What is needed: Using the data that follows, state the number of lines holding the word "white", and give no other output.

[Start of section]

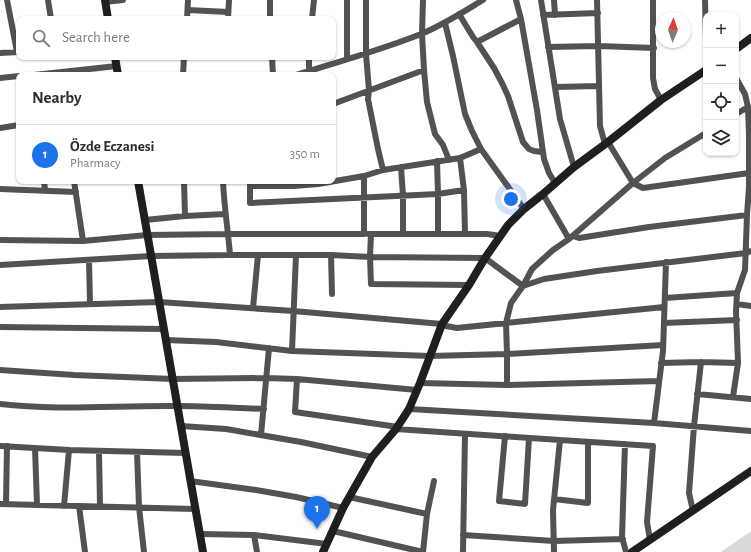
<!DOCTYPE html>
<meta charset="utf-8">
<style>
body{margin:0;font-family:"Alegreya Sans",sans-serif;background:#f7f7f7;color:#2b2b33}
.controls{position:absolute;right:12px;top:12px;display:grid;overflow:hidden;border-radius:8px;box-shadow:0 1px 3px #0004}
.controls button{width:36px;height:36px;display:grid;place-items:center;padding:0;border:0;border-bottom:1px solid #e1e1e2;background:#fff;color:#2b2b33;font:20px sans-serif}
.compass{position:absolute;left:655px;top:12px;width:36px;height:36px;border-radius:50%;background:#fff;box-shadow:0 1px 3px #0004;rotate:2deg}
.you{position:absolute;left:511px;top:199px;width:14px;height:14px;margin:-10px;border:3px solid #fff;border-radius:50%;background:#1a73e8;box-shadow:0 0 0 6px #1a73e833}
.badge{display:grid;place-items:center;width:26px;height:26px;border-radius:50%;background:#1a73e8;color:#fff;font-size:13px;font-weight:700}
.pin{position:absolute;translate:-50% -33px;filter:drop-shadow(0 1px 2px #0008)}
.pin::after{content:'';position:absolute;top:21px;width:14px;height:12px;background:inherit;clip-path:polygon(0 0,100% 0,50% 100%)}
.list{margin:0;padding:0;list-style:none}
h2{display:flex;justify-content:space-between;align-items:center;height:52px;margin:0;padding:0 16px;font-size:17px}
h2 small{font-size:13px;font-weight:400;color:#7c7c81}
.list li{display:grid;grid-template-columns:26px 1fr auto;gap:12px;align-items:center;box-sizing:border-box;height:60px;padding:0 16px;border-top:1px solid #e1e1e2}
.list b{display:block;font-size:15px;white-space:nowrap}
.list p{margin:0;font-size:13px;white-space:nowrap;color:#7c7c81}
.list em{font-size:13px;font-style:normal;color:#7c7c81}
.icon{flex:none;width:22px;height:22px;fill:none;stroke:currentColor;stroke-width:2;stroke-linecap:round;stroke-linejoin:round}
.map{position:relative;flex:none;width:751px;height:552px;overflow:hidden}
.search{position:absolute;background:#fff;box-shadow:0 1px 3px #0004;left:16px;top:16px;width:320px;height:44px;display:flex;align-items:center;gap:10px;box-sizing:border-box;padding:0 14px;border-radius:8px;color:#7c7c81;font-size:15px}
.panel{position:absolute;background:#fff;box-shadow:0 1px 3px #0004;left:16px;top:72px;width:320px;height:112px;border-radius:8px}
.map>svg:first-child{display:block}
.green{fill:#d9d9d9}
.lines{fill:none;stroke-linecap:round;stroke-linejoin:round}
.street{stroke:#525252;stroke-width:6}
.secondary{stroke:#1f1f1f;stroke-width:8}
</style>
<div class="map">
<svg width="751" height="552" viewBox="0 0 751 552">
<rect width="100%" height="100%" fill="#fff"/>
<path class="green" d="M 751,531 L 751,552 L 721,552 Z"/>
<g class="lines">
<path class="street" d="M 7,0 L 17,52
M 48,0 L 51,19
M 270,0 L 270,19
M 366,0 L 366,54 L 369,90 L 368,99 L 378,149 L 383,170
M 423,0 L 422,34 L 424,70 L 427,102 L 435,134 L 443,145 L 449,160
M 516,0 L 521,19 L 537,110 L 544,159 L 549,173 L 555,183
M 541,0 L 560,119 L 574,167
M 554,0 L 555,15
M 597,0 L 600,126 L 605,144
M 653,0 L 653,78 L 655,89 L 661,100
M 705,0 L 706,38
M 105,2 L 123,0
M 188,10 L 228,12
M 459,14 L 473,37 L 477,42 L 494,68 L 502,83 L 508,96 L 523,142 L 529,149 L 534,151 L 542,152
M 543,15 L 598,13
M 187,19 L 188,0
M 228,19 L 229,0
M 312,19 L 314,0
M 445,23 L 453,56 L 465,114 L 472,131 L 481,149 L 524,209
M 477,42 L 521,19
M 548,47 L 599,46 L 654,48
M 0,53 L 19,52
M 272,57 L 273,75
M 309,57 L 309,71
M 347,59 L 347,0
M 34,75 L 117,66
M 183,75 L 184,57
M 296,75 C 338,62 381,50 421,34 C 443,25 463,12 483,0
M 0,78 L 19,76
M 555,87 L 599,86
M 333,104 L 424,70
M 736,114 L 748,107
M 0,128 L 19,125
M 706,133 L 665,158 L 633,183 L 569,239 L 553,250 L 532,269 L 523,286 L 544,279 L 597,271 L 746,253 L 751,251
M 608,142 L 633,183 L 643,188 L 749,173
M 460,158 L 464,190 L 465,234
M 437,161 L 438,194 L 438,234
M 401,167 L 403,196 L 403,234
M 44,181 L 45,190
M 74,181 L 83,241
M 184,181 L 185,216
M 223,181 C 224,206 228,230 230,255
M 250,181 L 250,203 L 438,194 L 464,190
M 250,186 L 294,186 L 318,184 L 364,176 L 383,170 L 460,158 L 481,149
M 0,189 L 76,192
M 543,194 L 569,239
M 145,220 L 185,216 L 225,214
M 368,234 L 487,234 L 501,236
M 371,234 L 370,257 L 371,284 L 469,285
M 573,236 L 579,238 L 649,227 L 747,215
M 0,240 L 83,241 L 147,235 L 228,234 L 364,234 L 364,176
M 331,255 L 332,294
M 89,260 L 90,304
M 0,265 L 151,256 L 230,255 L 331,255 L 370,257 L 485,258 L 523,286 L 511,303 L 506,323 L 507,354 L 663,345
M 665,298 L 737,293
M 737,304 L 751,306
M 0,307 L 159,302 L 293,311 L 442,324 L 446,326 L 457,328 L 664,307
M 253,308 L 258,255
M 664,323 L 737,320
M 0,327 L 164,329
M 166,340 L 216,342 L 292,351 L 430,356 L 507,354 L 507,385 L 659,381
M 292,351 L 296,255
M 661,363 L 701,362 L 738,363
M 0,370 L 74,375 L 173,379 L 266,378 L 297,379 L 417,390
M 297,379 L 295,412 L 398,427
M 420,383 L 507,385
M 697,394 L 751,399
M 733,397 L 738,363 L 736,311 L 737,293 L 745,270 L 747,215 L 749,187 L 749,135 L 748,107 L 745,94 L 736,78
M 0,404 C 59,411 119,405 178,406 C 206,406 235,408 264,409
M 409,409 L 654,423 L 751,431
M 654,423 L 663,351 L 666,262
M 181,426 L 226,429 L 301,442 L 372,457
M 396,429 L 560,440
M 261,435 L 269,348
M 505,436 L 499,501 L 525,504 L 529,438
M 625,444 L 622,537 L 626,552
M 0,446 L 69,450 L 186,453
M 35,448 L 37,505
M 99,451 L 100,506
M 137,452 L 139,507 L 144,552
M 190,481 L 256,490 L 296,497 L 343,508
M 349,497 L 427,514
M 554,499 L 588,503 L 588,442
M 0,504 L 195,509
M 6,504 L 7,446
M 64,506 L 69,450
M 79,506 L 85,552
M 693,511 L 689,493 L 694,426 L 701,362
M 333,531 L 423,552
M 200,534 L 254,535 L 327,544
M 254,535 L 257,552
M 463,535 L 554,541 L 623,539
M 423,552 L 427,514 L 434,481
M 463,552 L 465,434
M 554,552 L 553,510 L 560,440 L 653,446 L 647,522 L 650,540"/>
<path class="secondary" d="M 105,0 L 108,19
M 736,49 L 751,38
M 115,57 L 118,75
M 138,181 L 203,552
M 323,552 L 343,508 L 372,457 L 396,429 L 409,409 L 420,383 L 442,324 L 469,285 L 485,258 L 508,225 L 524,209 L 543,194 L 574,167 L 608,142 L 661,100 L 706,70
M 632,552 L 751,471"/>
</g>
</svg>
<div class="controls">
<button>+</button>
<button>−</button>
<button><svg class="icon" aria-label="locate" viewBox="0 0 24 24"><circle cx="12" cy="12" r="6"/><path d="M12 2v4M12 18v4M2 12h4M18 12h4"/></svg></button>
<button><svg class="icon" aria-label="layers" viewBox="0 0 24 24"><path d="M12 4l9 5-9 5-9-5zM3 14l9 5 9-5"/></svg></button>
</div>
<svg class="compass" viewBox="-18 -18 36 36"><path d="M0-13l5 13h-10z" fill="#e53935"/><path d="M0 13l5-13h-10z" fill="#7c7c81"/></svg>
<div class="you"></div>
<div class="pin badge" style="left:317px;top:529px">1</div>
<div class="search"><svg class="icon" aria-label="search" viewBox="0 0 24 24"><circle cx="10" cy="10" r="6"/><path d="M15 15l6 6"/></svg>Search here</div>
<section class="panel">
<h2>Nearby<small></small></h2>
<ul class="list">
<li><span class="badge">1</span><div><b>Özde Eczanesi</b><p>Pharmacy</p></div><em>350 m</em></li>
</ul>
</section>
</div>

[End of section]

Response to the task: 2